The Selling of the World: Privatization Schemes Proliferate
By: David Dayen Sunday June 26, 2011 1:18 pm

One of the more revealing elements of the Greek bailout discussions is not that the IMF and European finance ministers want another round of austerity from Greece before providing funding, and not even that banks are being urged to take haircuts or engage in restructuring to accommodate the Greeks. It’s that other element – privatization of state assets – that is the tell here. This is the real extraction from the Greeks, the real shock doctrine scheme at work here. Greece essentially must sell the family silver – their ports, their state-run water supply systems, their utility company, their telephone company – to get out of the mess created largely by the financial crisis and the Great Recession. This deal was already done back in May, and clearly was the most important piece of the puzzle for Greek creditors.

-snip-

Change the country is right; change the world is a better description. Because all over the world, from Spanish airports to California parks, corporate interests are engaged in a full-court press to privatize state assets, to acquire contracts for state services, to take over the business of government and make it unaccountable to the average citizen. And in a shocking number of cases, they have been successful, mainly because cash-strapped cities and states will make deals with the devil in order to stay fiscally solvent and acquire some short-term cash.

-snip-

As Matt Stoller writes, the power of the private prison industry perpetuates the war on drugs, draconian immigration policies and other misguided “tough on crime” actions, with little public interest involved. Investors are told about private prisons as social infrastructure, and they are keen to reap its yields. Stoller looks at some prospectuses for CCI and GEO Group, two of the larger private prison corporations. The business model is successful because they create their own market – changing policies to increase the prison population, and then providing the services to manage them.

The American Legislative Exchange Council, or ALEC, is one of the prime conduits between corporations seeking privatization and legislators. They build legislation that conservative lawmakers then replicate in states all over the country. Their Publicopoly fake board game is a road map to how to privatize seven different government sectors: government operations, education, transportation and infrastructure, public safety, environment, health and telecommunications.

-snip-



Dayen's right to point out that this is a global problem, with governments and the people they represent being victimized by corporate interests and the individual politicians they've bought.

And he's right about ALEC being a prime conduit for this rapacious privatization.

There have already been a number of posts here, including individual topics, on ALEC's role in helping the private prison industry, and the harm that has resulted -- those are linked to in replies in the long compilation topic on the American Legislative Exchange Council (ALEC).

But I hope even people who've read those will check out the article Dayen links to by Roosevelt Institute fellow Matt Stoller -- "Who Wants Keep the War on Drugs Going AND Put You in Debtor’s Prison?" -- since he spells out the dangers of this system so clearly:

Welcome to the for-profit prison industry. It’s an industry that wants people in jail, because jail is their product. And they have shareholder expectations to meet.

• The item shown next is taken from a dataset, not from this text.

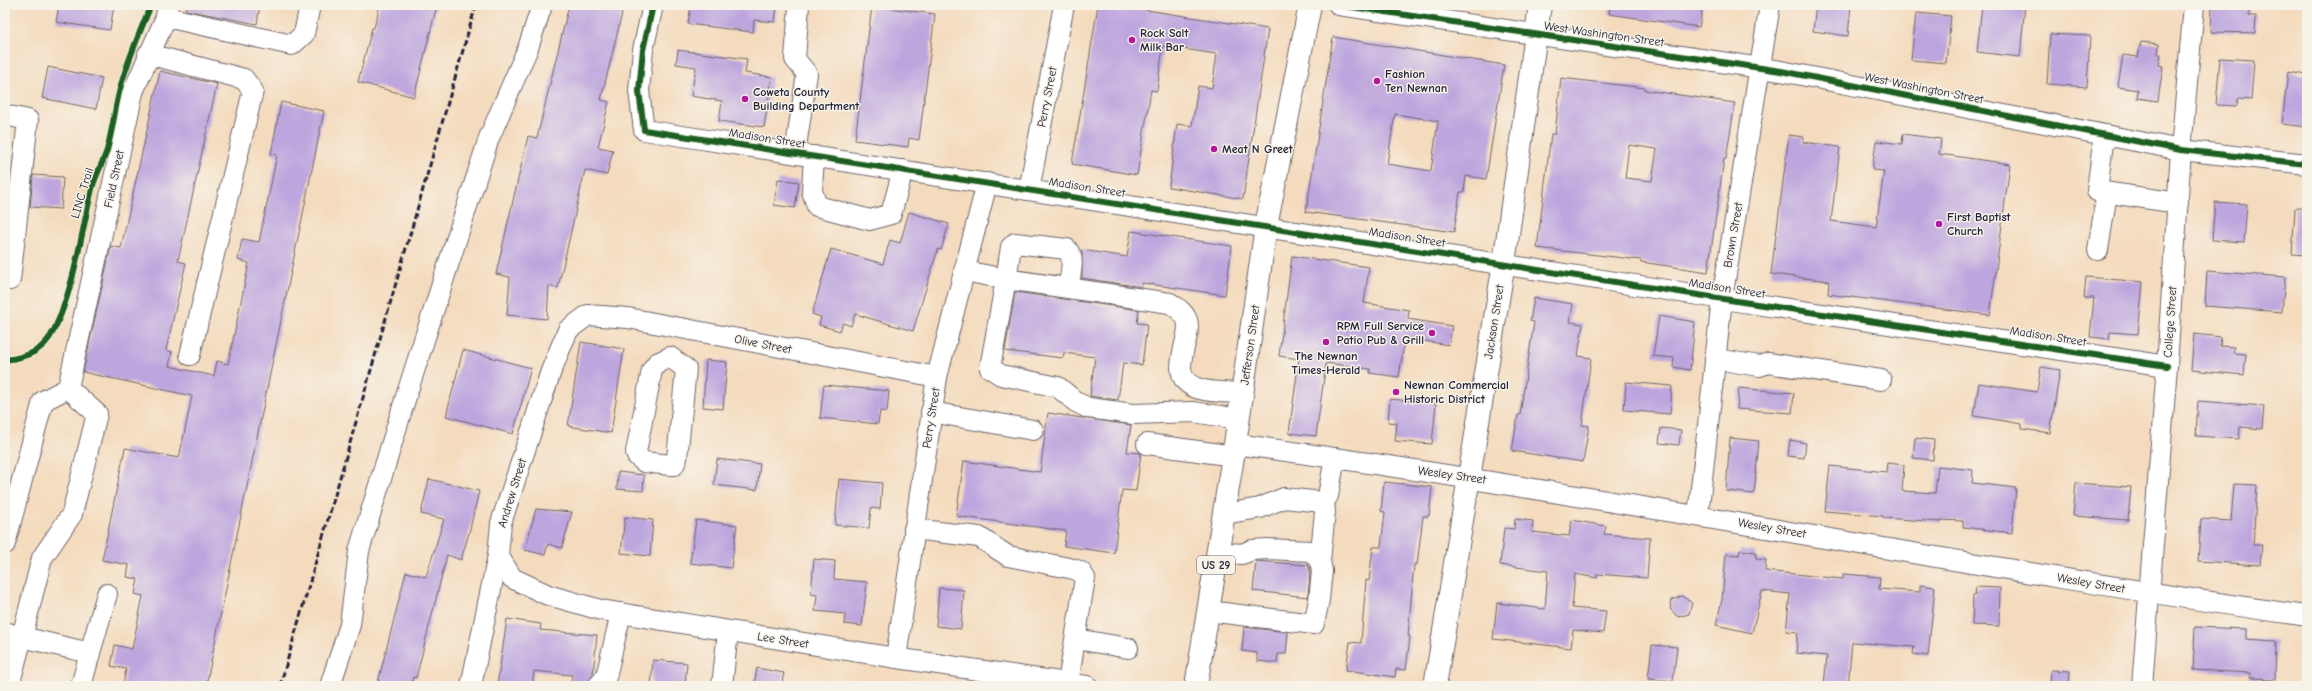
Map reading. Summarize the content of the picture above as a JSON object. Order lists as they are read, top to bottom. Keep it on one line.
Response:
{"streets":{"main road":["Jackson Street","Jefferson Street","US 29"],"street":["West Washington Street","Perry Street","Madison Street","Field Street","Brown Street","College Street","Olive Street","Wesley Street","Andrew Street","Lee Street"],"cycle path":["LINC Trail"]},"crossings":[["West Washington Street","Brown Street"],["West Washington Street","Jackson Street"],["West Washington Street","College Street"],["Perry Street","Madison Street"],["Perry Street","Olive Street"],["Perry Street","Lee Street"],["Madison Street","Brown Street"],["Madison Street","Jackson Street"],["Madison Street","College Street"],["Madison Street","Jefferson Street"],["Brown Street","Wesley Street"],["Jackson Street","Wesley Street"],["College Street","Wesley Street"],["Olive Street","Andrew Street"],["Jefferson Street","Wesley Street"],["Andrew Street","Lee Street"]],"places":["Rock Salt Milk Bar","Fashion Ten Newnan","Coweta County Building Department","Meat N Greet","First Baptist Church","RPM Full Service Patio Pub & Grill","The Newnan Times-Herald","Newnan Commercial Historic District"]}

Privatized prisons are marketed to international investors as “social infrastructure”, and they are part of a wave of privatization washing over the globe. Multi-billion dollar prison companies are upgraded by analysts with antiseptic words like “prospects for global prison growth”, and these companies have built a revolving door and patronage machine characteristic of any government contractor. Only, in this case, the business they are in is putting people into steel cages (or “filling beds” as they put it), and they don’t care how, why, or whether the people in those beds should be there. They don’t care if you’re in prison for smoking pot, stealing cars, or being in debt. They just want people in jail.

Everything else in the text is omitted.